#### Exercise directions:
Reading through the lines below, count those that include the string "their"; the answer is that number and nothing else.

#### Study material:
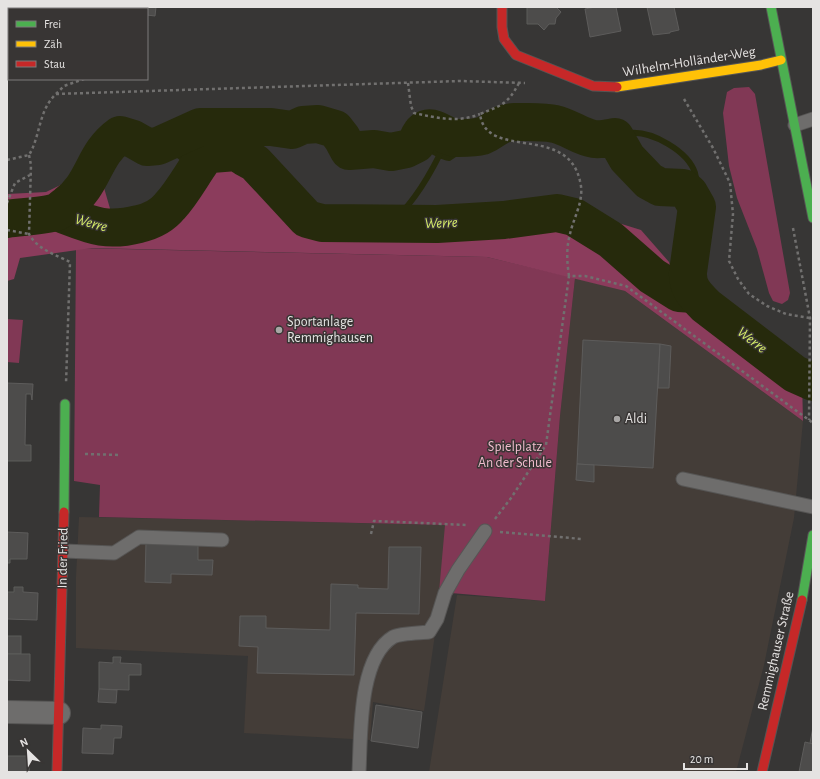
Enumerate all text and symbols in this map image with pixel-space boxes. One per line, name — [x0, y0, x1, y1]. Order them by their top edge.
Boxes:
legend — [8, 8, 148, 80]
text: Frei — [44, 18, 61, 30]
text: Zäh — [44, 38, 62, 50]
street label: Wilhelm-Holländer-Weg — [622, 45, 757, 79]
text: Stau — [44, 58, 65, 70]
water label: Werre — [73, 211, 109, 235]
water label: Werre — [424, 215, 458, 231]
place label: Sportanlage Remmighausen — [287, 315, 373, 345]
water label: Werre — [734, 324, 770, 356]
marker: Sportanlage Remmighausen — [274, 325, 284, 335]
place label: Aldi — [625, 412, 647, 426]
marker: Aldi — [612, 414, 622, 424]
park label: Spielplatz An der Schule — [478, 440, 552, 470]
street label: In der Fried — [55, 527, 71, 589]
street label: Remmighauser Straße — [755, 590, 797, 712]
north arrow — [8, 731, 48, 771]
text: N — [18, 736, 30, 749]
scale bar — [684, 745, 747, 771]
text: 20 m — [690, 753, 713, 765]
--
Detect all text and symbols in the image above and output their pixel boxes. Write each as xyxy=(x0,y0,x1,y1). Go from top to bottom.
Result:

#### Task result:
2